**TASK DIRECTIONS**
A word-for-word copy of the whole listing is required.
# # # # # # #
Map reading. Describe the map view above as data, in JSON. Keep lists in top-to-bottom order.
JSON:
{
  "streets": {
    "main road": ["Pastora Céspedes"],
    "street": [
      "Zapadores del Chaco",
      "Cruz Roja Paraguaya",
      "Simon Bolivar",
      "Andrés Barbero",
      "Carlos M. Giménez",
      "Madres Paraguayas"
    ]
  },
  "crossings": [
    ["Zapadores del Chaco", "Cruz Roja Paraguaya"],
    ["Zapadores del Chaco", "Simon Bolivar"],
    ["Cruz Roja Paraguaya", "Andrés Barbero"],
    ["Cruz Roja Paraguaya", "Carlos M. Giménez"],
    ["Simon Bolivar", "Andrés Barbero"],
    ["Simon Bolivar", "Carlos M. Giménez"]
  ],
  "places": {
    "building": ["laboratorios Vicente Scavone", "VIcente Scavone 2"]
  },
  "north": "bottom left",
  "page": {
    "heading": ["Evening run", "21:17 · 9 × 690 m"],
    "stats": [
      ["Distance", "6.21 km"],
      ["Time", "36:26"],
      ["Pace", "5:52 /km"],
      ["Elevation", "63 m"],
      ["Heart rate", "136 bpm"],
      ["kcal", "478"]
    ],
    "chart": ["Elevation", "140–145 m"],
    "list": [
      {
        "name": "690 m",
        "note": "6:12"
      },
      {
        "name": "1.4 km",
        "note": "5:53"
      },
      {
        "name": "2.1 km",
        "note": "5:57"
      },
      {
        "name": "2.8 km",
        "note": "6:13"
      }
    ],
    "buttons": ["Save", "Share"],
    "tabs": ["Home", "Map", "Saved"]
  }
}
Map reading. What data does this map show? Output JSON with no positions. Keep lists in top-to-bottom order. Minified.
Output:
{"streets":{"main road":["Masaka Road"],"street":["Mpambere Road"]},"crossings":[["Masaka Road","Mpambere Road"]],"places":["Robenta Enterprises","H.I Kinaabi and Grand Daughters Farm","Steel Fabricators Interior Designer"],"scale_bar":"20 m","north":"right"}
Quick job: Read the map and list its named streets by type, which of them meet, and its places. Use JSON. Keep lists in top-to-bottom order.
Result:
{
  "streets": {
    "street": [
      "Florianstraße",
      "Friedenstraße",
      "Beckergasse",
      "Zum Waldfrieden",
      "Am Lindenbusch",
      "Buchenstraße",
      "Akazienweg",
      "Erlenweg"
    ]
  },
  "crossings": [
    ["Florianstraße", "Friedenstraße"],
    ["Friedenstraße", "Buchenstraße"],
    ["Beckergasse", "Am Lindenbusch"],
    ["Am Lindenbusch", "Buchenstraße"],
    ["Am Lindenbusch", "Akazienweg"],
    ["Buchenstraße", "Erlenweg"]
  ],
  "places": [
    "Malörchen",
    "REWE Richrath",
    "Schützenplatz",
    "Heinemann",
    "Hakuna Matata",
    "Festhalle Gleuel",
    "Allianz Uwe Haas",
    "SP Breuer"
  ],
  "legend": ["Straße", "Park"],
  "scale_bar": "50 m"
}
# # # # # # #
**RESULT FOR THIS EXERCISE**
Map reading. Describe the map view above as data, in JSON. Keep lists in top-to-bottom order.
JSON:
{
  "streets": {
    "main road": ["Pastora Céspedes"],
    "street": [
      "Zapadores del Chaco",
      "Cruz Roja Paraguaya",
      "Simon Bolivar",
      "Andrés Barbero",
      "Carlos M. Giménez",
      "Madres Paraguayas"
    ]
  },
  "crossings": [
    ["Zapadores del Chaco", "Cruz Roja Paraguaya"],
    ["Zapadores del Chaco", "Simon Bolivar"],
    ["Cruz Roja Paraguaya", "Andrés Barbero"],
    ["Cruz Roja Paraguaya", "Carlos M. Giménez"],
    ["Simon Bolivar", "Andrés Barbero"],
    ["Simon Bolivar", "Carlos M. Giménez"]
  ],
  "places": {
    "building": ["laboratorios Vicente Scavone", "VIcente Scavone 2"]
  },
  "north": "bottom left",
  "page": {
    "heading": ["Evening run", "21:17 · 9 × 690 m"],
    "stats": [
      ["Distance", "6.21 km"],
      ["Time", "36:26"],
      ["Pace", "5:52 /km"],
      ["Elevation", "63 m"],
      ["Heart rate", "136 bpm"],
      ["kcal", "478"]
    ],
    "chart": ["Elevation", "140–145 m"],
    "list": [
      {
        "name": "690 m",
        "note": "6:12"
      },
      {
        "name": "1.4 km",
        "note": "5:53"
      },
      {
        "name": "2.1 km",
        "note": "5:57"
      },
      {
        "name": "2.8 km",
        "note": "6:13"
      }
    ],
    "buttons": ["Save", "Share"],
    "tabs": ["Home", "Map", "Saved"]
  }
}
Map reading. What data does this map show? Output JSON with no positions. Keep lists in top-to-bottom order. Minified.
Output:
{"streets":{"main road":["Masaka Road"],"street":["Mpambere Road"]},"crossings":[["Masaka Road","Mpambere Road"]],"places":["Robenta Enterprises","H.I Kinaabi and Grand Daughters Farm","Steel Fabricators Interior Designer"],"scale_bar":"20 m","north":"right"}
Quick job: Read the map and list its named streets by type, which of them meet, and its places. Use JSON. Keep lists in top-to-bottom order.
Result:
{
  "streets": {
    "street": [
      "Florianstraße",
      "Friedenstraße",
      "Beckergasse",
      "Zum Waldfrieden",
      "Am Lindenbusch",
      "Buchenstraße",
      "Akazienweg",
      "Erlenweg"
    ]
  },
  "crossings": [
    ["Florianstraße", "Friedenstraße"],
    ["Friedenstraße", "Buchenstraße"],
    ["Beckergasse", "Am Lindenbusch"],
    ["Am Lindenbusch", "Buchenstraße"],
    ["Am Lindenbusch", "Akazienweg"],
    ["Buchenstraße", "Erlenweg"]
  ],
  "places": [
    "Malörchen",
    "REWE Richrath",
    "Schützenplatz",
    "Heinemann",
    "Hakuna Matata",
    "Festhalle Gleuel",
    "Allianz Uwe Haas",
    "SP Breuer"
  ],
  "legend": ["Straße", "Park"],
  "scale_bar": "50 m"
}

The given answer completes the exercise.